Exercise directions :: Among the entries below, find each line with "linecap" and show it.

Data supplied ::

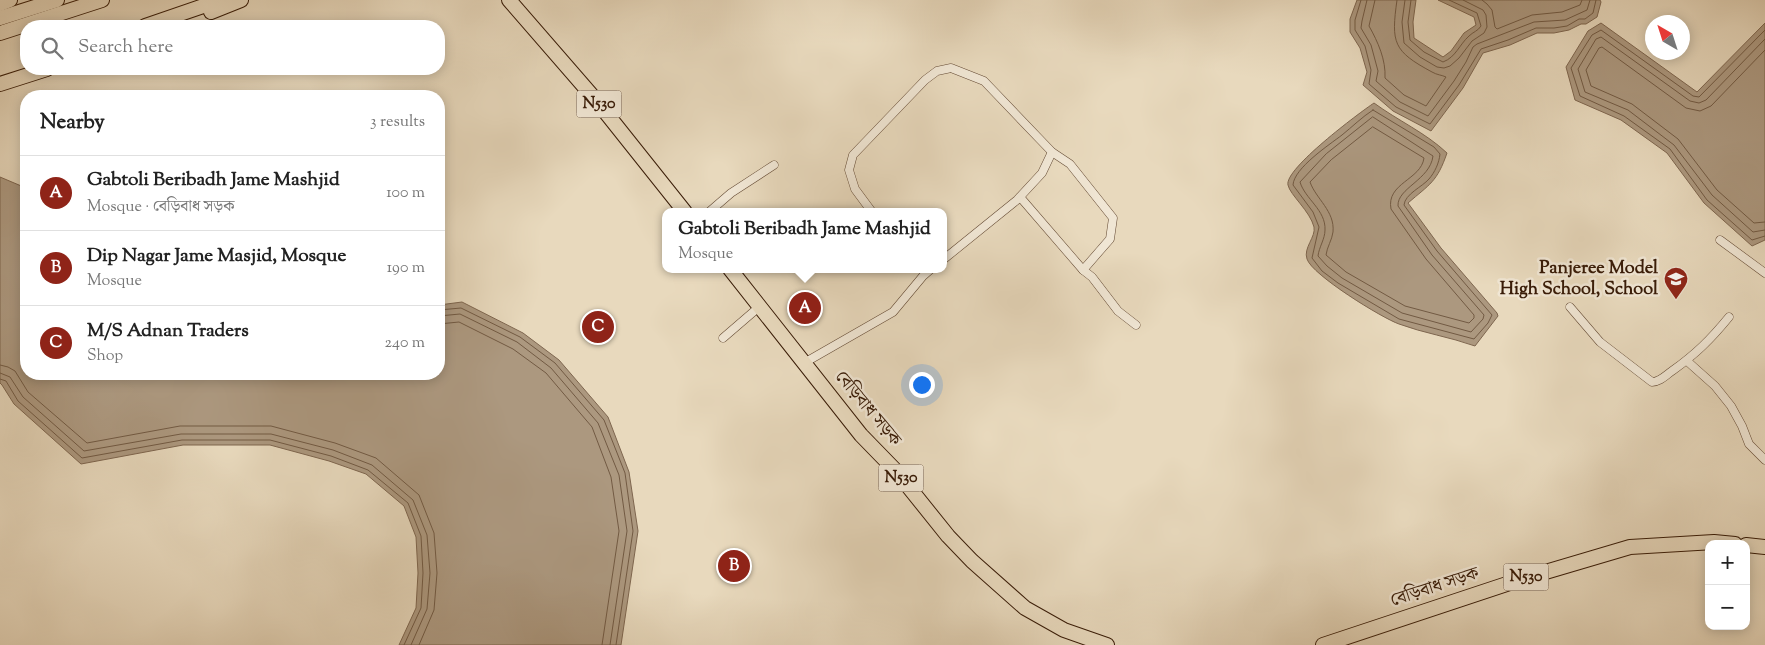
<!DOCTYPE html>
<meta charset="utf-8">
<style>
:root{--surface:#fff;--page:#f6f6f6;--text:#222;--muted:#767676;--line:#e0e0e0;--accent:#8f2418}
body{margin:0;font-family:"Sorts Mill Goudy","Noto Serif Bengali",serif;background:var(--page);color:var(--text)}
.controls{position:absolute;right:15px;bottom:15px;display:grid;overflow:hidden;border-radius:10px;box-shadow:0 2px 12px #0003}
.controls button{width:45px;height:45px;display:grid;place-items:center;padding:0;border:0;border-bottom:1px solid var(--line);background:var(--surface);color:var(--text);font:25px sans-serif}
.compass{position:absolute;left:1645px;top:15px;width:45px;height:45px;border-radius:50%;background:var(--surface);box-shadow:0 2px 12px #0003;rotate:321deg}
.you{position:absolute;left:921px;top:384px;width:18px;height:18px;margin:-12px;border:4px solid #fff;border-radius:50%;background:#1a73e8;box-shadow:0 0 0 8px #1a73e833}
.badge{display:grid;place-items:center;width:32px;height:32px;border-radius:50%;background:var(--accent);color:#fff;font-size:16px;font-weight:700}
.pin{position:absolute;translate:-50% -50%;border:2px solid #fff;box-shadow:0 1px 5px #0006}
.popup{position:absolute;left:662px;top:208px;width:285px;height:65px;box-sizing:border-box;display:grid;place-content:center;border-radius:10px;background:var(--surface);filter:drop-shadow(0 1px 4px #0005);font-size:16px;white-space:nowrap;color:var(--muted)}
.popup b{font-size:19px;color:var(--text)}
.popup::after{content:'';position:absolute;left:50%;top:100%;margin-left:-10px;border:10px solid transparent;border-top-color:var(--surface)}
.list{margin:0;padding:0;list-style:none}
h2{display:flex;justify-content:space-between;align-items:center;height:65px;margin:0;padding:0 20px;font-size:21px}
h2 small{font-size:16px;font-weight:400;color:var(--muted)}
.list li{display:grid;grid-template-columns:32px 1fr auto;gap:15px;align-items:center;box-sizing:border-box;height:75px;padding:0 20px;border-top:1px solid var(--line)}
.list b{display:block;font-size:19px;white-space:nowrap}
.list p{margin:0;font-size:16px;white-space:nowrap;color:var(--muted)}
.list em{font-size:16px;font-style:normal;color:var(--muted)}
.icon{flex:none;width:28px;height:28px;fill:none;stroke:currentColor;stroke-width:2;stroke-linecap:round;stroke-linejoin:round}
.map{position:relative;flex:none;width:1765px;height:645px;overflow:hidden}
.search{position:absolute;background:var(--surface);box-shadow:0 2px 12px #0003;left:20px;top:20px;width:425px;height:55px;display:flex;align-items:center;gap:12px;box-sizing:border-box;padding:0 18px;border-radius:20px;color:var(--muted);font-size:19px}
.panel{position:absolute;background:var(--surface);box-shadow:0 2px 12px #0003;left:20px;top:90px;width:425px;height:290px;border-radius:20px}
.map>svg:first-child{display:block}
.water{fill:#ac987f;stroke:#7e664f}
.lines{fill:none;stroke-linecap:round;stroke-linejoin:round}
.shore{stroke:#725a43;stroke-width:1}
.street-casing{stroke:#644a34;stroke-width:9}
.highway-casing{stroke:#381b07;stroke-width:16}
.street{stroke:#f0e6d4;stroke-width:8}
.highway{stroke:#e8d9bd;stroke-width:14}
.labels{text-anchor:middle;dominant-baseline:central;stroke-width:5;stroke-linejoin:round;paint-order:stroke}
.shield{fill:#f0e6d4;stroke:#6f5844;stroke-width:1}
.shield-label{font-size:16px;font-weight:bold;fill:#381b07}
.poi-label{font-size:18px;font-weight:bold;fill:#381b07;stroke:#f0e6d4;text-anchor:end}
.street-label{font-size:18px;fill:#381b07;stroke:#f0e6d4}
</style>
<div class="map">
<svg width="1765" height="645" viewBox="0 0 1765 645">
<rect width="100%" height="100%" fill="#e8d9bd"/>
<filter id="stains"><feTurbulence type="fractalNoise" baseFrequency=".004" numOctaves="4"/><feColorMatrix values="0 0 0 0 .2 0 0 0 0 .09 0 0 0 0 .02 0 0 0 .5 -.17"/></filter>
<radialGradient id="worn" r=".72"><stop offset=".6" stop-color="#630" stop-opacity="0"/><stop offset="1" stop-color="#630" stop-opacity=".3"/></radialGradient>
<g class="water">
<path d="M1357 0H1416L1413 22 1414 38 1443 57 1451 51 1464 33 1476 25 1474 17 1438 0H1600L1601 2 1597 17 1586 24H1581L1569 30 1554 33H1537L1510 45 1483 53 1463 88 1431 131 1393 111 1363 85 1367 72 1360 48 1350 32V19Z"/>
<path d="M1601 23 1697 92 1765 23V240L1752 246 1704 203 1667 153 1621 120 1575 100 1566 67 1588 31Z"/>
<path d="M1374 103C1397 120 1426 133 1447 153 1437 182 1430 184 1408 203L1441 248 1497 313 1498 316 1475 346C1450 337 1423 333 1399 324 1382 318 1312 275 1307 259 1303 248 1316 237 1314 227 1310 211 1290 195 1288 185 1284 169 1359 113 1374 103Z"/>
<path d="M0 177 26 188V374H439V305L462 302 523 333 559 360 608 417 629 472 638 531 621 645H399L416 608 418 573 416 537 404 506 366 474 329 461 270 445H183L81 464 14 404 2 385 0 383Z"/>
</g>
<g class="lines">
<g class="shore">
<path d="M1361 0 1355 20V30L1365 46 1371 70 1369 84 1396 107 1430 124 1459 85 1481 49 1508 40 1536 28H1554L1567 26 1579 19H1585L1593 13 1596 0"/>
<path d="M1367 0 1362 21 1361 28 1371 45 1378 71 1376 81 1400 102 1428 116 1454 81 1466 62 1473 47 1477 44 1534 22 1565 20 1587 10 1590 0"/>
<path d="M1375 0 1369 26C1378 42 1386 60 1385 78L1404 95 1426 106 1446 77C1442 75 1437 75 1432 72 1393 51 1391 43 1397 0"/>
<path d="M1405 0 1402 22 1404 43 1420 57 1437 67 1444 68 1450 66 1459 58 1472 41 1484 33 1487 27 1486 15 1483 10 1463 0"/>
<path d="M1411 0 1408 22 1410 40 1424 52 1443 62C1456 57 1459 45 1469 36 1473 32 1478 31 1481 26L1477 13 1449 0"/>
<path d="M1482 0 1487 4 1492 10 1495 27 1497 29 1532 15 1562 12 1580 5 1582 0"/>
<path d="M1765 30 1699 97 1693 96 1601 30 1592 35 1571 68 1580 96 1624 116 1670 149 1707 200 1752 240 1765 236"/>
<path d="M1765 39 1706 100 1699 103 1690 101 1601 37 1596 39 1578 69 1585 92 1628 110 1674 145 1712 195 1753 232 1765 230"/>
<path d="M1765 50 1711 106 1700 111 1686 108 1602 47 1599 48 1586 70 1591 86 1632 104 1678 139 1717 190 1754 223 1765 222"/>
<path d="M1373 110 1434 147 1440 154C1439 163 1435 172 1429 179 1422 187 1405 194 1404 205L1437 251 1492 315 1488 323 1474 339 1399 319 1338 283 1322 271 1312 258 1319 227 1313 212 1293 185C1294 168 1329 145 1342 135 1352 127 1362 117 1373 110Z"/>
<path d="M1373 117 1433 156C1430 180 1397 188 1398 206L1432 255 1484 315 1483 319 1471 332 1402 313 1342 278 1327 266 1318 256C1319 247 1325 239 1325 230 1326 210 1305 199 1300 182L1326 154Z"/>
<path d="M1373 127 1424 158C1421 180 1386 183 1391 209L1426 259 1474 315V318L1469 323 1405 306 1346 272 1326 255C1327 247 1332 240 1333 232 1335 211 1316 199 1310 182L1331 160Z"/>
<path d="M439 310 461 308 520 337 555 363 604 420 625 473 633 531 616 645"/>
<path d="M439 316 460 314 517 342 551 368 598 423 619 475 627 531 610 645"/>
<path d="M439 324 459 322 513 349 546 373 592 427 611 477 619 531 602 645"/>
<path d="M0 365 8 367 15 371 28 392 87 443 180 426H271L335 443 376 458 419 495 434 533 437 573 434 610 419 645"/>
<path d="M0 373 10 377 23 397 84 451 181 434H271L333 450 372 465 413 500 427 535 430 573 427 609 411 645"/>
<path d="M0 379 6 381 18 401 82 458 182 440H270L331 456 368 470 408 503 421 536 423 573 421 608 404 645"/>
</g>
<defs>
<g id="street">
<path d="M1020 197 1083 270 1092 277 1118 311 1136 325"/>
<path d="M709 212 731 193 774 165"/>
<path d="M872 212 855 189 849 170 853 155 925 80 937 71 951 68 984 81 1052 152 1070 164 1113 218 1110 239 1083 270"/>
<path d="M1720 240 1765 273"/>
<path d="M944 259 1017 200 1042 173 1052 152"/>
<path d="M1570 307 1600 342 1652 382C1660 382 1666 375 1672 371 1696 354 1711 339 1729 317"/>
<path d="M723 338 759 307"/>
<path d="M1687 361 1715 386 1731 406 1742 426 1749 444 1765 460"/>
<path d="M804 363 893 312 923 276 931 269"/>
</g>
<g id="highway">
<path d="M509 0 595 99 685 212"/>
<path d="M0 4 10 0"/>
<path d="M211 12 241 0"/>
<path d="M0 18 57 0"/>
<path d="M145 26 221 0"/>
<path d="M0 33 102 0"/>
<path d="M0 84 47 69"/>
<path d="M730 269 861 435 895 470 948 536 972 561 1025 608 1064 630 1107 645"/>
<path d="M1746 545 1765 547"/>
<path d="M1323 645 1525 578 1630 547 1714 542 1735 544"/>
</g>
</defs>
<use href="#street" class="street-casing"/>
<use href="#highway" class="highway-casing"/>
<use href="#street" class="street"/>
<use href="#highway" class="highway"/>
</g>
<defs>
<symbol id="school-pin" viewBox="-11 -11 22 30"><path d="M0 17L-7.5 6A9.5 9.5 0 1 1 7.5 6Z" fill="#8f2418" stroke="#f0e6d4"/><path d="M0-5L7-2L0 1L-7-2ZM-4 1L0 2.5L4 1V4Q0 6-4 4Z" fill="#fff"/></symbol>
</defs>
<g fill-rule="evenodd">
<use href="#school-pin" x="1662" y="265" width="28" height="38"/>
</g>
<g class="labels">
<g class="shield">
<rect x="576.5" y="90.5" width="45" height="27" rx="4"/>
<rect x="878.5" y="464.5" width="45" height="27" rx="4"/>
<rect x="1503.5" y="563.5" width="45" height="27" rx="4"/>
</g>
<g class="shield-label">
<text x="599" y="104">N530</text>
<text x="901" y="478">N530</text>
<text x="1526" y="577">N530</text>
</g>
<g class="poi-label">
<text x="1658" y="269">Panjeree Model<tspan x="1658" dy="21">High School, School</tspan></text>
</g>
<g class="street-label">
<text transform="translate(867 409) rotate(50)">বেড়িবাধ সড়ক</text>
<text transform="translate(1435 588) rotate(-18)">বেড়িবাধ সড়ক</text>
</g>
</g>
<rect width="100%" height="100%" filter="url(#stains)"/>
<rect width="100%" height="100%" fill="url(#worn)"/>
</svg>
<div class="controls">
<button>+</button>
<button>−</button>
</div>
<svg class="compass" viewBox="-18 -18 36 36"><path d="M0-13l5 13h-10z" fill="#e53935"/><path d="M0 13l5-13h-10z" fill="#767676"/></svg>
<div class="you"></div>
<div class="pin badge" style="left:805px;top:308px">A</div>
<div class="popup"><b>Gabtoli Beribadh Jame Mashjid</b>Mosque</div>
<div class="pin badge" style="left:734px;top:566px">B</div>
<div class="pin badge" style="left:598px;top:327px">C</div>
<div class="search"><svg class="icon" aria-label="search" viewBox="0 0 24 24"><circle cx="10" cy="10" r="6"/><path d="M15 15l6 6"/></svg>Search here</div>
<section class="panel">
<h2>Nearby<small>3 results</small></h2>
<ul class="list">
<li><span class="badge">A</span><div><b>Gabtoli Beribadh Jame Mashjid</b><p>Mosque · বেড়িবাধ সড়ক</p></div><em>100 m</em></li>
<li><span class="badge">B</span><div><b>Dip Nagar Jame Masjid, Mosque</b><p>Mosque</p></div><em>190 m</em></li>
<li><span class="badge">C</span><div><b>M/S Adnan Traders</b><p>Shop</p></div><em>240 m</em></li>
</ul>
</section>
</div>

Answer section ::
.icon{flex:none;width:28px;height:28px;fill:none;stroke:currentColor;stroke-width:2;stroke-linecap:round;stroke-linejoin:round}
.lines{fill:none;stroke-linecap:round;stroke-linejoin:round}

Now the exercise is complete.